Poster
in
Workshop: Data-centric Machine Learning Research (DMLR): Datasets for Foundation Models
PabLO: Improving Semi-Supervised Learning with Pseudolabeling Optimization
Harit Vishwakarma · Yi Chen · Satya Sai Srinath Namburi GNVV · Sui Jiet Tay · Ramya Vinayak · Frederic Sala
Modern semi-supervised learning (SSL) methods frequently rely on pseudolabeling and consistency regularization. The main technical challenge in pseudolabeling is identifying the points that can reliably be labeled. Existing methods use ad-hoc or hand-crafted notions of confidence and threshold selection functions to choose points.

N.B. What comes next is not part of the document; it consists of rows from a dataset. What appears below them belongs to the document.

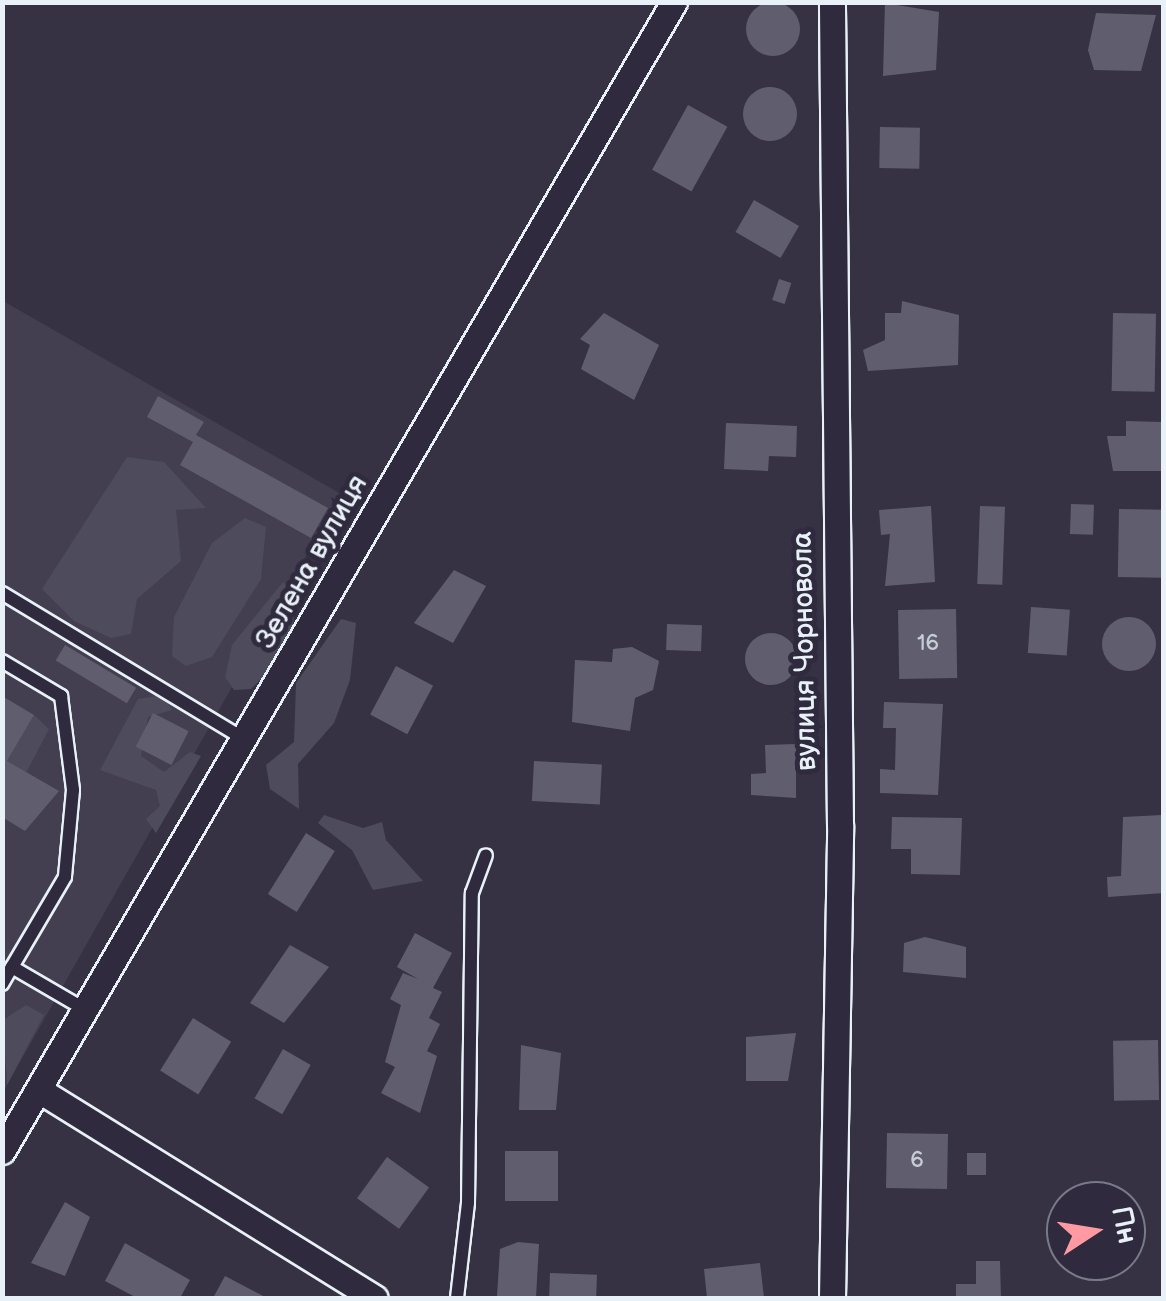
<!DOCTYPE html>
<html>
<head>
<meta charset="utf-8">
<style>
  body { margin:0 }
  #map { position:relative; width:1166px; height:1301px; overflow:hidden; background:#363244; font-family:"Balsamiq Sans",sans-serif }
  div>[style] { position:absolute }
  .built>* { inset:0; background:#433f51 }
  .green>* { inset:0; background:#4d4b5c }
  .building>* { inset:0; background:#605e6e; transform-origin:0 0 }
  .round { border-radius:50% }
  .roads { filter:drop-shadow(2px 0 #e8f1f8) drop-shadow(-2px 0 #e8f1f8) drop-shadow(0 2px #e8f1f8) drop-shadow(0 -2px #e8f1f8) }
  .service>* { height:12px; margin:-6px; padding:0 6px; transform-origin:6px; border-radius:6px; background:#2f2a3d }
  .minor>* { height:25px; margin:-12.5px; padding:0 12.5px; transform-origin:12.5px; border-radius:12.5px; background:#2f2a3d }
  span { translate:-50% -50%; white-space:nowrap; text-align:center; line-height:1.15; -webkit-text-stroke:10px #2f2a3d; paint-order:stroke }
  .number-label { font-size:22px; color:#c6ccd6 }
  .number-label span { -webkit-text-stroke-width:0 }
  .street-label { font-size:28px; color:#e8f1f8 }
  .frame { position:absolute; inset:0; border:5px solid #e8f1f8; pointer-events:none }
  .north { position:absolute; left:1046px; top:1181px; width:100px; height:100px; box-sizing:border-box; background:#2f2a3d; border:2px solid #797a88; border-radius:50%; rotate:78deg; font-size:28px; font-weight:700; line-height:40px; text-align:center; color:#e8f1f8 }
  .north::after { content:''; display:block; margin:auto; width:35px; height:45px; background:#ff9aa2; clip-path:polygon(50% 0,100% 100%,50% 72%,0 100%) }
</style>
</head>
<body>
<div id="map">
  <div class="built">
    <div style="clip-path:polygon(3px 301px,341px 494px,3px 1092px)"></div>
  </div>
  <div class="green">
    <div style="clip-path:polygon(127px 457px,164px 462px,206px 508px,176px 510px,181px 561px,137px 599px,131px 634px,111px 638px,74px 621px,42px 589px)"></div>
    <div style="clip-path:polygon(245px 518px,266px 527px,261px 579px,212px 657px,186px 666px,172px 656px,174px 617px,212px 543px)"></div>
    <div style="clip-path:polygon(283px 582px,295px 591px,292px 649px,251px 689px,234px 690px,225px 677px,232px 645px)"></div>
    <div style="clip-path:polygon(341px 619px,356px 623px,350px 680px,334px 723px,298px 764px,299px 809px,270px 789px,266px 765px,294px 742px,296px 683px)"></div>
    <div style="clip-path:polygon(163px 695px,172px 710px,148px 717px,141px 756px,164px 772px,190px 752px,201px 756px,156px 833px,146px 819px,160px 806px,156px 790px,100px 770px,138px 699px)"></div>
    <div style="clip-path:polygon(34px 715px,49px 729px,26px 773px,7px 761px)"></div>
    <div style="clip-path:polygon(324px 815px,363px 828px,382px 822px,386px 840px,423px 881px,373px 890px,352px 850px,318px 823px)"></div>
    <div style="clip-path:polygon(26px 1005px,44px 1015px,7px 1085px,3px 1020px)"></div>
  </div>
  <div class="building">
    <div class="round" style="left:746px;top:2px;width:54px;height:54px"></div>
    <div style="clip-path:polygon(885px 3px,939px 12px,936px 70px,883px 76px)"></div>
    <div style="clip-path:polygon(1096px 13px,1156px 15px,1141px 71px,1094px 70px,1088px 50px)"></div>
    <div class="round" style="left:743px;top:87px;width:54px;height:54px"></div>
    <div style="left:688px;top:105px;width:45px;height:74px;rotate:29deg"></div>
    <div style="left:880px;top:127px;width:40px;height:41px;rotate:1deg"></div>
    <div style="left:754px;top:200px;width:52px;height:37px;rotate:30deg"></div>
    <div style="left:779px;top:279px;width:13px;height:22px;rotate:18deg"></div>
    <div style="clip-path:polygon(902px 301px,959px 315px,958px 365px,868px 371px,863px 350px,885px 340px,885px 313px,901px 313px)"></div>
    <div style="clip-path:polygon(604px 313px,659px 345px,634px 400px,581px 369px,590px 345px,580px 339px)"></div>
    <div style="left:1113px;top:313px;width:43px;height:78px;rotate:1deg"></div>
    <div style="clip-path:polygon(158px 396px,204px 422px,196px 435px,328px 508px,311px 538px,180px 465px,193px 442px,147px 417px)"></div>
    <div style="clip-path:polygon(1126px 421px,1162px 422px,1162px 471px,1113px 471px,1107px 436px,1126px 436px)"></div>
    <div style="clip-path:polygon(726px 423px,797px 426px,796px 457px,769px 456px,768px 471px,724px 469px)"></div>
    <div style="left:1071px;top:504px;width:23px;height:30px;rotate:2deg"></div>
    <div style="clip-path:polygon(931px 506px,935px 582px,885px 586px,890px 534px,881px 535px,879px 510px)"></div>
    <div style="left:980px;top:506px;width:25px;height:78px;rotate:2deg"></div>
    <div style="left:1119px;top:509px;width:45px;height:68px;rotate:1deg"></div>
    <div style="clip-path:polygon(454px 570px,486px 586px,453px 643px,414px 623px)"></div>
    <div style="left:1031px;top:607px;width:39px;height:46px;rotate:4deg"></div>
    <div style="left:956px;top:609px;width:69px;height:58px;rotate:89deg"></div>
    <div class="round" style="left:1102px;top:617px;width:54px;height:54px"></div>
    <div style="left:667px;top:624px;width:35px;height:26px;rotate:2deg"></div>
    <div class="round" style="left:745px;top:633px;width:52px;height:52px"></div>
    <div style="left:65px;top:645px;width:83px;height:18px;rotate:31deg"></div>
    <div style="clip-path:polygon(632px 647px,659px 661px,653px 690px,635px 698px,630px 731px,572px 722px,575px 660px,612px 662px,613px 649px)"></div>
    <div style="left:396px;top:666px;width:42px;height:55px;rotate:28deg"></div>
    <div style="clip-path:polygon(2px 696px,34px 715px,7px 761px,59px 791px,25px 831px,2px 817px)"></div>
    <div style="clip-path:polygon(884px 702px,943px 704px,938px 795px,880px 793px,880px 769px,895px 770px,896px 728px,883px 728px)"></div>
    <div style="left:153px;top:713px;width:40px;height:38px;rotate:27deg"></div>
    <div style="clip-path:polygon(796px 744px,796px 798px,751px 795px,751px 774px,766px 773px,765px 745px)"></div>
    <div style="left:534px;top:761px;width:68px;height:40px;rotate:3deg"></div>
    <div style="clip-path:polygon(1162px 815px,1164px 893px,1108px 897px,1107px 877px,1121px 876px,1123px 817px)"></div>
    <div style="clip-path:polygon(892px 817px,962px 818px,960px 875px,911px 874px,911px 849px,891px 849px)"></div>
    <div style="left:306px;top:833px;width:34px;height:72px;rotate:32deg"></div>
    <div style="clip-path:polygon(415px 933px,452px 953px,433px 988px,442px 992px,429px 1018px,440px 1024px,427px 1051px,437px 1056px,420px 1113px,381px 1093px,395px 1067px,385px 1062px,401px 1005px,390px 999px,403px 973px,418px 979px,397px 967px)"></div>
    <div style="clip-path:polygon(925px 937px,966px 947px,966px 978px,903px 972px,904px 943px)"></div>
    <div style="clip-path:polygon(290px 945px,329px 967px,284px 1023px,250px 1003px)"></div>
    <div style="left:193px;top:1018px;width:45px;height:62px;rotate:32deg"></div>
    <div style="clip-path:polygon(796px 1033px,788px 1081px,746px 1081px,746px 1037px)"></div>
    <div style="left:1158px;top:1040px;width:60px;height:45px;rotate:89deg"></div>
    <div style="clip-path:polygon(521px 1045px,561px 1053px,556px 1110px,519px 1110px)"></div>
    <div style="left:283px;top:1049px;width:32px;height:57px;rotate:30deg"></div>
    <div style="left:887px;top:1133px;width:61px;height:55px;rotate:1deg"></div>
    <div style="left:505px;top:1151px;width:53px;height:50px"></div>
    <div style="left:986px;top:1153px;width:22px;height:19px;rotate:90deg"></div>
    <div style="left:387px;top:1157px;width:52px;height:51px;rotate:36deg"></div>
    <div style="clip-path:polygon(65px 1202px,90px 1217px,65px 1276px,31px 1263px)"></div>
    <div style="clip-path:polygon(518px 1242px,539px 1244px,536px 1298px,497px 1296px,500px 1249px)"></div>
    <div style="clip-path:polygon(125px 1243px,190px 1280px,180px 1298px,137px 1298px,105px 1281px)"></div>
    <div style="clip-path:polygon(976px 1261px,1000px 1261px,1001px 1298px,956px 1298px,956px 1284px,976px 1284px)"></div>
    <div style="clip-path:polygon(760px 1263px,764px 1298px,707px 1298px,704px 1269px)"></div>
    <div style="left:550px;top:1273px;width:47px;height:25px;rotate:2deg"></div>
    <div style="clip-path:polygon(225px 1276px,267px 1298px,213px 1298px)"></div>
  </div>
  <div class="roads">
    <div class="service">
      <div style="left:2px;top:593px;width:283px;rotate:31.1deg"></div>
      <div style="left:2px;top:661px;width:69px;rotate:30.7deg"></div>
      <div style="left:61px;top:696px;width:95px;rotate:82.7deg"></div>
      <div style="left:73px;top:790px;width:87px;rotate:95.3deg"></div>
      <div style="left:65px;top:877px;width:104px;rotate:120.5deg"></div>
      <div style="left:2px;top:984px;width:20px;rotate:-60deg"></div>
      <div style="left:12px;top:967px;width:86px;rotate:30.2deg"></div>
      <div style="left:457px;top:1298px;width:96px;rotate:-83.4deg"></div>
      <div style="left:468px;top:1203px;width:310px;rotate:-89.3deg"></div>
      <div style="left:472px;top:893px;width:40px;rotate:-69.8deg"></div>
    </div>
    <div class="minor">
      <div style="left:39px;top:1090px;width:395px;rotate:31.8deg"></div>
      <div style="left:2px;top:1151px;width:1331px;rotate:-59.68deg"></div>
      <div style="left:832px;top:1298px;width:473px;rotate:-89deg"></div>
      <div style="left:840px;top:825px;width:823px;rotate:-90.56deg"></div>
    </div>
  </div>
  <div class="number-label">
    <span style="left:928px;top:644px">16</span>
    <span style="left:917px;top:1161px">6</span>
  </div>
  <div class="street-label">
    <span style="left:312px;top:562px;rotate:-60deg">Зелена вулиця</span>
    <span style="left:805px;top:651px;rotate:-91deg">вулиця Чорновола</span>
  </div>
  <div class="frame"></div>
  <div class="north">Пн</div>
</div>
</body>
</html>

Though such hand-designed strategies shine on benchmark datasets, they may not fare well in specialized settings. To address this challenge we propose a framework to learn confidence functions and thresholds explicitly aligned with the SSL task, obviating the need for manual designs. Our approach formulates an optimization problem over a flexible space of confidence functions and thresholds, allowing us to obtain optimal scoring functions---while remaining compatible with the most popular and performant SSL techniques today. Extensive empirical evaluation of our method shows up to 11% improvement in test accuracy over the standard baselines while requiring substantially fewer training iterations.